The Man With Two Faces, promoted with ballyhoo touting Robinson as a Lon Chaney-like character creator, was adapted from a play, The Dark Tower, by Algonquin Round Table stalwarts George S. Kaufman and Alexander Woollcott. The original title survives in its original role, as a play within the play. The play's in tryouts, and will mark the comeback of famed actress Jessica Wells (Mary Astor), the sister of equally famed thespian Damon Wells (Robinson). Jessica had dropped out of the theater after a disastrous marriage to a creep named Stanley Vance who has been declared dead after a long disappearance. Damon, a likable fellow despite drinking and treating his actress girlfriend Daphne (Mae Clarke, used to it no doubt), has come out of semi-retirement to help promote the play, while producer Ben Weston (Ricardo Cortez) hopes that success will cement his romance with Jessica. Everything seems to be shaping up nicely (except maybe for Daphne) when Vance (Louis Calhern) abruptly reappears, having disappeared only to prison under an alias. He wants in on the anticipated hit of The Dark Tower and reasserts his control over Jessica as leverage over Weston.
The character of Vance as interpreted by Calhern is the most interesting part of the story. As for the actor, here Calhern is like a prophecy of Vincent Price; he has the younger man's height and many of the physical and vocal mannerisms Price would acquire. I don't know if Price ever cited Calhern as an influence, but perhaps he should have. As for the character, Stanley Vance emerges as another manifestation of the popular Svengali archetype of the period, alongside Bela Lugosi's Dracula and, of course, John Barrymore's Svengali.
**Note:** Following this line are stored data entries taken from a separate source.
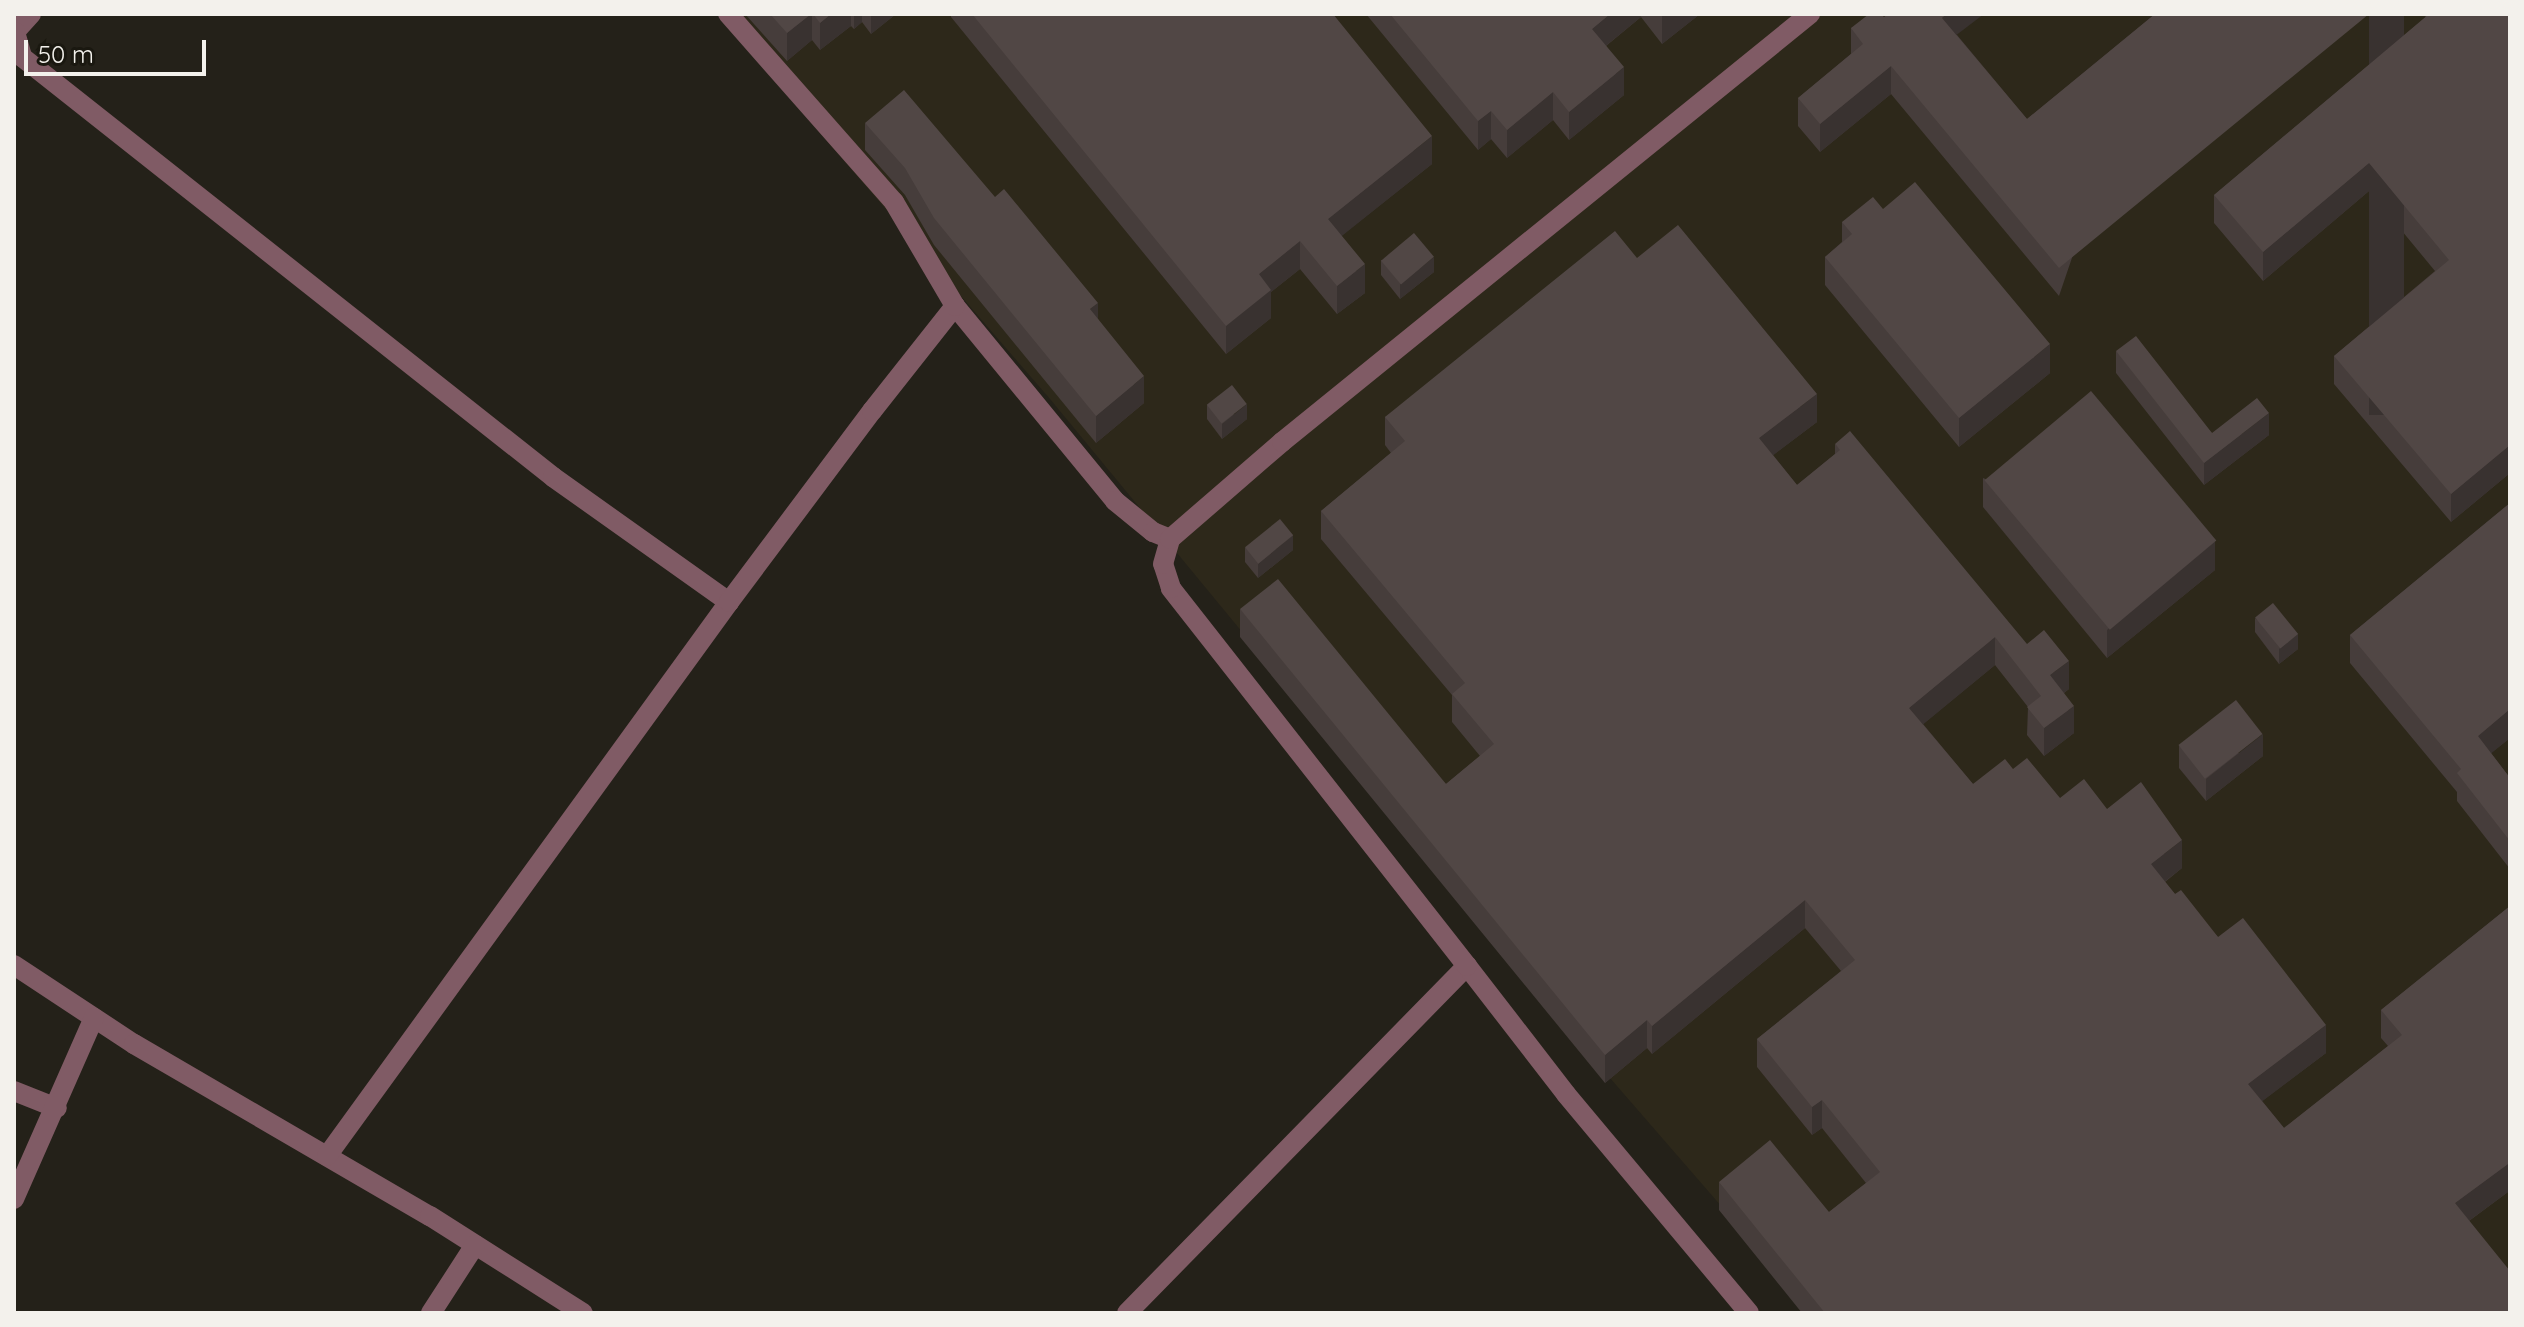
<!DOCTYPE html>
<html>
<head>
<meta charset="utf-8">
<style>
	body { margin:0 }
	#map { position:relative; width:2524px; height:1327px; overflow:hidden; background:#242119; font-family:Quicksand,sans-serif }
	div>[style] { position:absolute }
	.built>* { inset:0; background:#2d281a }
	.minor>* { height:20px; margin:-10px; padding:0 10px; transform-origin:10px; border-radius:10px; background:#805b65 }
	.wall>* { inset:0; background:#463d3b }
	.shaded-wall>* { inset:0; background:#393230; transform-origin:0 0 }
	.building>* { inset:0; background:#514745; transform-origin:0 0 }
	span { translate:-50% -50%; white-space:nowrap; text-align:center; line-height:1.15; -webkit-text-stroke:6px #1a1810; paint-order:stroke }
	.frame { position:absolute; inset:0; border:16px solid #f3f1ec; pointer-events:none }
	.scale { position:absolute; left:24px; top:40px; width:182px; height:36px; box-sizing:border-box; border:4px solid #f3f1ec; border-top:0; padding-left:10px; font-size:24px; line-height:28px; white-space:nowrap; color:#f3f1ec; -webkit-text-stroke:6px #1a1810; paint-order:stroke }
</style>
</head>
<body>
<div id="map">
	<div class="built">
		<div style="clip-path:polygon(717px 14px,2510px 14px,2510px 1313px,1814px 1313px,1610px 1078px,1050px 399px)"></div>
	</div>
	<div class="minor">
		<div style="left:31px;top:14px;width:24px;rotate:132deg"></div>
		<div style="left:15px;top:32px;width:26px;rotate:74deg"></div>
		<div style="left:22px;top:57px;width:677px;rotate:38.34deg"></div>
		<div style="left:553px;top:477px;width:216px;rotate:35.4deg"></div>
		<div style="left:955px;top:306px;width:252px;rotate:50.6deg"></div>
		<div style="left:1115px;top:501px;width:49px;rotate:39.2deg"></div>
		<div style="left:1153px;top:532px;width:18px;rotate:22deg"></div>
		<div style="left:14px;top:965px;width:144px;rotate:33.4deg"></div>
		<div style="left:134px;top:1044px;width:342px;rotate:30.2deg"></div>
		<div style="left:430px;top:1216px;width:181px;rotate:32.4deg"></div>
		<div style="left:14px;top:1091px;width:46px;rotate:21.6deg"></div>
		<div style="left:327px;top:1156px;width:684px;rotate:-54.03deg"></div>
		<div style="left:729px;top:602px;width:239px;rotate:-53.2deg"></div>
		<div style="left:872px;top:411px;width:134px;rotate:-51.7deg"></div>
		<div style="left:955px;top:306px;width:121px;rotate:-120.4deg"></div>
		<div style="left:894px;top:202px;width:251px;rotate:-131.4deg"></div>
		<div style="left:14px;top:1199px;width:198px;rotate:-66.2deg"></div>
		<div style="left:431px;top:1313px;width:81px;rotate:-57.1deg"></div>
		<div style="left:1127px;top:1313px;width:486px;rotate:-45.6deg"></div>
		<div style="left:1749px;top:1313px;width:285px;rotate:-129.9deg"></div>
		<div style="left:1566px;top:1094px;width:162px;rotate:-127.7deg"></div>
		<div style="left:1467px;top:966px;width:480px;rotate:-128.1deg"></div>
		<div style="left:1171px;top:588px;width:25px;rotate:-108deg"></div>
		<div style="left:1163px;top:564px;width:26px;rotate:-74deg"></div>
		<div style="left:1170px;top:539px;width:148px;rotate:-40.9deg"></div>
		<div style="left:1282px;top:442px;width:680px;rotate:-39.03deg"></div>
	</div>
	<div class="wall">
		<div style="clip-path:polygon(745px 14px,896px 14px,871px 34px,862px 22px,854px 29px,851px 26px,820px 50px,812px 40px,787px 61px)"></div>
		<div style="clip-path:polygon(951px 14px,1229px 14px,1432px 164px,1341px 236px,1365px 293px,1337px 314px,1300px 269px,1271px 292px,1271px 318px,1226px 354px,951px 17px)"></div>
		<div style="clip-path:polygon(1366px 14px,1700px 14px,1662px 44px,1641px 17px,1606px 46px,1624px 95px,1569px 140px,1553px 120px,1507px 158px,1491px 139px,1478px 150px)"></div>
		<div style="clip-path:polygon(2155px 14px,2059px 296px,1891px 94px,1820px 152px,1798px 126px,1798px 98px,1851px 54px,1851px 28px,1884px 17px,1957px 35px,2027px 119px)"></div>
		<div style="clip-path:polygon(2423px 14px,2510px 14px,2510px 473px,2451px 522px,2334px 384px,2334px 356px,2435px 271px,2369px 191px,2263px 281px,2214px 223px,2214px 195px,2426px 17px)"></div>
		<div style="clip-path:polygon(865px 123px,1098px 319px,1144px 403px,1096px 443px,934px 245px,905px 195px,865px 150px)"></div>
		<div style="clip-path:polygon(1883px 209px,2050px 373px,1959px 447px,1825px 285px,1825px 257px,1842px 242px,1842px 222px)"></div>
		<div style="clip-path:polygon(1637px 258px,1817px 422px,1773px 455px,1797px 485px,1835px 454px,1835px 444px,2069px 689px,2064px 693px,2074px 733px,2044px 756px,2027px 735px,2028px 707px,1995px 665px,1923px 724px,1973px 784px,2013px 769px,2060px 798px,2107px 809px,2182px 868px,2165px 882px,2175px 894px,2218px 937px,2326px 1053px,2262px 1101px,2284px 1128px,2388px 1046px,2381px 1038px,2381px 1010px,2510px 906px,2510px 1195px,2508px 1192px,2469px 1221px,2510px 1313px,1802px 1313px,1719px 1210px,1719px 1182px,1829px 1212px,1866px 1183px,1822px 1128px,1812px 1135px,1757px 1067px,1757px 1039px,1841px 971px,1805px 928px,1652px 1054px,1647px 1048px,1605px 1083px,1240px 637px,1240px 609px,1446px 784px,1480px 756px,1452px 722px,1452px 695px,1321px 539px,1321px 511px,1391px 453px,1385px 445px,1385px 417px)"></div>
		<div style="clip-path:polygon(1381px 260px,1434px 272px,1400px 299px,1381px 275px)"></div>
		<div style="clip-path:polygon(2116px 351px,2212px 433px,2269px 435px,2204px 485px,2116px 373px)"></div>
		<div style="clip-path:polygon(1207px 405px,1247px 419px,1222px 439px,1207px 419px)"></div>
		<div style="clip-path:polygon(1983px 478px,2215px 570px,2107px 658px,1983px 507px)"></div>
		<div style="clip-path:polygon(2510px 503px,2510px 738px,2491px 753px,2510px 778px,2510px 869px,2457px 801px,2457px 792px,2350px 663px,2350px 635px)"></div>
		<div style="clip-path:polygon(1245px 548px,1293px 550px,1258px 578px,1245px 562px)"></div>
		<div style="clip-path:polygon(2255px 618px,2298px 649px,2279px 664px,2255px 632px)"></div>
		<div style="clip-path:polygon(2179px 746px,2263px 756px,2206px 801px,2179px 768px)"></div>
	</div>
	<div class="shaded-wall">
		<div style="clip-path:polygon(811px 14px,812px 14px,812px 40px,787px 61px,787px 33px)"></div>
		<div style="clip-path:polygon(831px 14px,851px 14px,851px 26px,820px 50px,820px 23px)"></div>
		<div style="clip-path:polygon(854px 14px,862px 14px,862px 22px,854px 29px)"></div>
		<div style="clip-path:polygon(871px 14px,896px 14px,871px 34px)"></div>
		<div style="clip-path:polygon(1610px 14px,1641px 14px,1641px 17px,1592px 57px,1592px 29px)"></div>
		<div style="clip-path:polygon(1665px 14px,1700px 14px,1662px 44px,1662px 16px)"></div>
		<div style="clip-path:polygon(1947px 14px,1984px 14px,1942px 46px,1942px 18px)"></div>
		<div style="left:2369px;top:14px;width:35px;height:401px"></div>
		<div style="clip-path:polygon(1891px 66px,1891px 94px,1820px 152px,1820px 124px)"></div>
		<div style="clip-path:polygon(1624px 67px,1624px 95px,1569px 140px,1569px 112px)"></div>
		<div style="clip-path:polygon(1553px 92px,1553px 120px,1507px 158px,1507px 130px)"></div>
		<div style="clip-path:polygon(1491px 111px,1491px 139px,1478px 150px,1478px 121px)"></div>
		<div style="clip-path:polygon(1432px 136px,1432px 164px,1328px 247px,1328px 219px)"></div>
		<div style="clip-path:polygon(2369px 163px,2369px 191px,2263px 281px,2263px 252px)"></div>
		<div style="clip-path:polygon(1300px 241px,1300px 269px,1271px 292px,1271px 318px,1226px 354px,1226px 326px,1259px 274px)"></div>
		<div style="clip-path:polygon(1434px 257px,1434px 272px,1400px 299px,1400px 284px)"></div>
		<div style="clip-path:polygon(1365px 264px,1365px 293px,1337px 314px,1337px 286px)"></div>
		<div style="clip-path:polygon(1098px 303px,1098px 330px,1090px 309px)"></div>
		<div style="clip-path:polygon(2050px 344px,2050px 373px,1959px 447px,1959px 418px)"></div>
		<div style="clip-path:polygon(1144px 376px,1144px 403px,1096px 443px,1096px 416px)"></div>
		<div style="clip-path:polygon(1817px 394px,1817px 422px,1759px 466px,1759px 438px)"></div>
		<div style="clip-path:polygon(1247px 404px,1247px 419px,1222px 439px,1222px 424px)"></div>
		<div style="clip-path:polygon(2269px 413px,2269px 435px,2204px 485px,2204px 463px)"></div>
		<div style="clip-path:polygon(2510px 445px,2510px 473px,2451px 522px,2451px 494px)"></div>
		<div style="clip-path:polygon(1293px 535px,1293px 550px,1258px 578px,1258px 564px)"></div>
		<div style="clip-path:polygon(2215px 541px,2215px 570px,2107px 658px,2107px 630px)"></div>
		<div style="clip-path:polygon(2298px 634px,2298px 649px,2279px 664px,2279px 649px)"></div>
		<div style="clip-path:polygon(1995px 637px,1995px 665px,1909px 736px,1909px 708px)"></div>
		<div style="clip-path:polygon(2069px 661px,2069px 689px,2050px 703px,2050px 675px)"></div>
		<div style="clip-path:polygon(2074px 706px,2074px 733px,2044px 756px,2044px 728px)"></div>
		<div style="clip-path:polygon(2510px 709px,2510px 738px,2478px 764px,2478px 736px)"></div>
		<div style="clip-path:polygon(2263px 734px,2263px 756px,2206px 801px,2206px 779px)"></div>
		<div style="clip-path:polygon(2182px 840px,2182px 868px,2151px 892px,2151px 864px)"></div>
		<div style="clip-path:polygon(1805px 900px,1805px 928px,1652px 1054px,1652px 1026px)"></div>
		<div style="clip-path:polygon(1647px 1020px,1647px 1048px,1605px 1083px,1605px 1055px)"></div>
		<div style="clip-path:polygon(2326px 1025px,2326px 1053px,2248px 1112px,2248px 1084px)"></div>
		<div style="clip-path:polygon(1822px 1100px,1822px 1128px,1812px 1135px,1812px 1107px)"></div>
		<div style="clip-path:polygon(2508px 1164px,2508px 1192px,2455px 1231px,2455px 1203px)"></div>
	</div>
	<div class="building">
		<div style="clip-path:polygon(770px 14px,811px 14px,787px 33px)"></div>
		<div style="clip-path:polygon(813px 14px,831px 14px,820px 23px)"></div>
		<div style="clip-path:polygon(972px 14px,1229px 14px,1231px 16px,1233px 14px,1333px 14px,1432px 136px,1328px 219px,1365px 264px,1337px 286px,1300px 241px,1259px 274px,1271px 290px,1226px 326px)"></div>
		<div style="clip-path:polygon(1390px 14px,1610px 14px,1592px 29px,1624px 67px,1569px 112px,1553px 92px,1507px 130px,1491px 111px,1478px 121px)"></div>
		<div style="clip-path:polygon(1869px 14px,1881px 14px,1884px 17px,1888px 14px,1947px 14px,1942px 18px,2027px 119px,2155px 14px,2369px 14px,2059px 268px,1891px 66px,1820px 124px,1798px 98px,1863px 44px,1851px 28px)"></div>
		<div style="clip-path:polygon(2429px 14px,2510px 14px,2510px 445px,2451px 494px,2334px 356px,2449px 260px,2369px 163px,2263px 252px,2214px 195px)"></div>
		<div style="clip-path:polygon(904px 90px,995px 197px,1004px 189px,1098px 303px,1090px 309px,1144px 376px,1096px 416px,934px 218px,905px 168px,865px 123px)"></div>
		<div style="clip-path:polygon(1915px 182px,2050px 344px,1959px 418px,1825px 257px,1852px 234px,1842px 222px,1873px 197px,1883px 209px)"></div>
		<div style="clip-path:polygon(1678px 225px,1817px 394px,1759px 438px,1797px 485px,1840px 450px,1835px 444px,1850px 431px,2027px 644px,2044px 630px,2069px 661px,2050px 675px,2074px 706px,2044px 728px,2027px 707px,2041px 696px,1995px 637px,1909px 708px,1973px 784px,2005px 759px,2013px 769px,2027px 758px,2060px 798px,2084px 779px,2107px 809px,2141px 782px,2182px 840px,2151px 864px,2175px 894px,2181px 890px,2218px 937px,2243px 918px,2326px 1025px,2248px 1084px,2284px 1128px,2402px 1035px,2381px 1010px,2510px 906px,2510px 1167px,2508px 1164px,2455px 1203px,2510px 1271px,2510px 1313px,1825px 1313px,1719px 1182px,1770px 1140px,1829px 1212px,1880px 1172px,1822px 1100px,1812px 1107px,1757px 1039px,1855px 960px,1805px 900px,1652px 1026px,1647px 1020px,1605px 1055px,1240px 609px,1278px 579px,1446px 784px,1494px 744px,1452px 694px,1465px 683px,1321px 511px,1405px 441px,1385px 417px,1615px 231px,1637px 258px)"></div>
		<div style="left:1414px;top:233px;width:31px;height:43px;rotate:50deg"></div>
		<div style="clip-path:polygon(2136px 336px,2212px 433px,2257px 398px,2269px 413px,2204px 463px,2116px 351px)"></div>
		<div style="left:1232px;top:385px;width:24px;height:32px;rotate:52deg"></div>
		<div style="left:2091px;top:391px;width:195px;height:139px;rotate:50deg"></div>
		<div style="clip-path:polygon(2510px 503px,2510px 709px,2478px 736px,2510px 778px,2510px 841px,2457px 773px,2461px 769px,2350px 635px)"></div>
		<div style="left:1280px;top:519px;width:21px;height:45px;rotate:51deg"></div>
		<div style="left:2273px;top:603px;width:40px;height:23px;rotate:51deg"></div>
		<div style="left:2236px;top:700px;width:43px;height:73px;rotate:52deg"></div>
	</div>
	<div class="frame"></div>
	<div class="scale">50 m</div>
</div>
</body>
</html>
At least that's how I read the character -- only, the nature of his mesmeric power, and its origins, are damned unclear. We never see him do anything to Jessica except give her orders. We never get a close-up of his mesmeric gaze, and Calhern, for all his eccentricities, has none of the burning intensity that Lugosi and Barrymore brought to their roles. Yet he clearly has a power like theirs, because in his presence Jessica becomes like a thrall, a Trilby, a zombie -- though, unlike Svengali, Vance's power dampens rather than enhances her talents. Where does this power come from? The film's refusal to explain leads one to infer that it's sexual at root. Yet I've read online a Time Magazine review of The Dark Tower from 1933 in which Stanley Vance is described as a "homosexual masochist." You could have fooled me from the evidence on screen in The Man With Two Faces, but that tidbit forces us in another direction, to conclude that Vance's power over Jessica is a matter of pure domination, of brainwashing before the word was coined. Time says that Vance broke Jessica's spirit, and my friend Wendigo (who watched this with me) said it could be just that simple; Vance broke her simply by taking over her life and giving her orders all the time. But an explanation that simple doesn't take into account what happens later.
About that. Before Chautard kills him (first with poison, then by stabbing), Vance sends Jessica away from the hotel in a cab. When Vance succumbs to the poison, Chautard drags him into a closet, presumably to peform the coup de grace. Mayo cuts to Jessica in the cab. We see a sudden change of expression on her face, a relaxation and awakening at once. We know from this that Vance has been killed, but why do we know that? On the model of Svengali and Trilby, I suppose, people (writers, at least) in the Thirties presumed that a mesmerist maintained control over his victim by some sort of psychic bond that death would obviously sever. Of course, many viewers would be reminded less readily of Svengali and Trilby and more of Dracula and Mina and her very similar reawakening after Van Helsing destroys the vampire. Did Stanley Vance have a supernatural power over Jessica? Could he fairly be called a "psychic vampire?" Mesmerism in the collective imagination of the time probably straddled a flimsy borderline separating superstition from pseudoscience. At the same time, Hollywood was still only fitfully assimilating the "reality" of the supernatural into movies in these years. Vance's vague power seems out of place in this sort of story, but phenomena like that hadn't yet been segregated into a "genre" category. Whether Hollywood actually enhanced this aspect of the story will stay unclear until I decide to track down The Dark Tower and read it. But it's a wild enough element to arguably make The Man With Two Faces eligible for inclusion in the genre canon of Thirties cinema, and worthy of recommendation here. Those Archive discs aren't the cheapest, though, so ask your local library to keep up with the times.